By Katy Hansen and Janet Pritchard

The State Revolving Fund (SRF) programs—the Clean Water SRFs and the Drinking Water SRFs—have provided more than $200 billion of financing for water infrastructure over the last several decades, yet Congress has circumvented the SRF process through earmarks, also known as congressionally directed spending. This practice has fundamentally altered water infrastructure funding to the clear detriment of the vast majority of states. EPIC’s analysis is the first to quantify how members of Congress are unintentionally causing long-term reductions in funding for their own states, even when they are successful in getting earmarks:

  • Unlike traditional SRF-funded projects, earmarks are issued as grants, not loans, and do not return principal and interest to the state revolving funds, so each earmark permanently eliminates future financing for a similar-sized water project in the same state.
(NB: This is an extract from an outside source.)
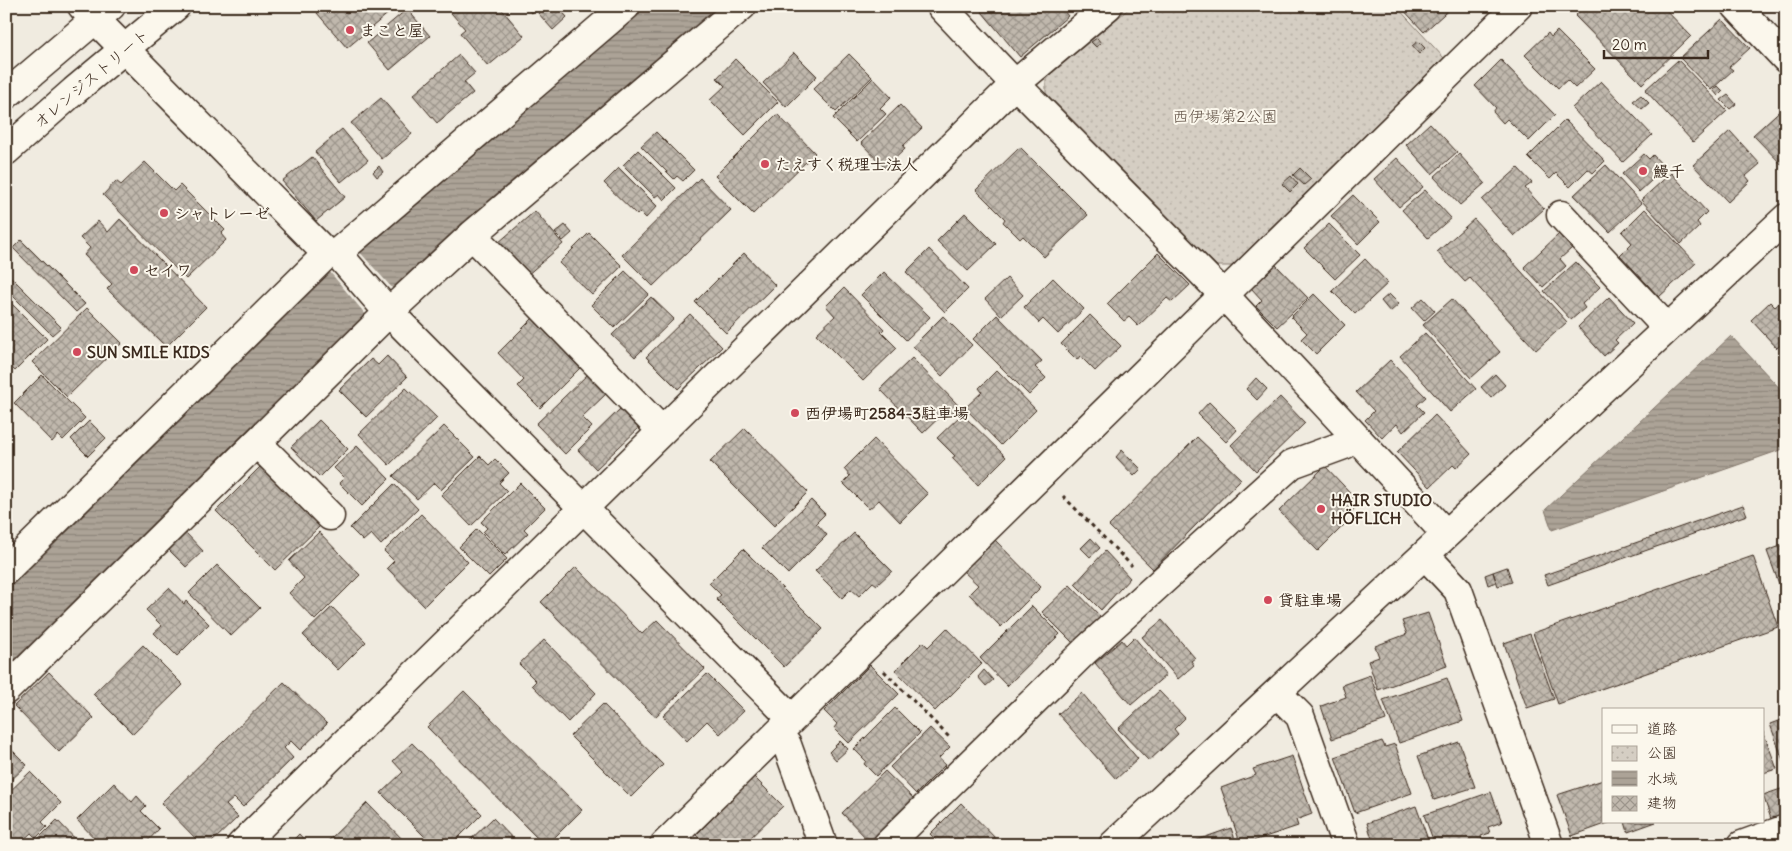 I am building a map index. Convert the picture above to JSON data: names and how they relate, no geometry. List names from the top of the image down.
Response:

  • Even congressional offices that are very successful at earmarking often end up reducing the total amount their states will have for water infrastructure. For example, Florida legislators locked down almost $300 million in clean water earmarks in 2023-2024, but the state will receive millions less in funding over the next 20 years than if they had left the SRFs alone.

  • Earmarks fund projects in larger and more affluent communities, compared to SRF assistance allocated by states.

  • States are losing approximately $55 million each year in resources to run their SRF programs.

  • Earmarks reduce the amount of technical assistance and principal forgiveness states provide, primarily hurting the small and rural communities most likely to receive principal forgiveness and technical assistance.

EPIC’s report on earmarks provides thoughtful, compelling data and policy analyses to support actionable recommendations for how Congress could make earmarking less harmful to their own states. The SRFs are one of America’s best ideas in infrastructure finance. The most striking conclusion from this work, however, is that there is almost no way for Congress to earmark a loan program and not do damage to its long-term sustainability.

As EPIC’s report clearly demonstrates, most congressional offices that secure earmarks are actually reducing the total future funding for their state.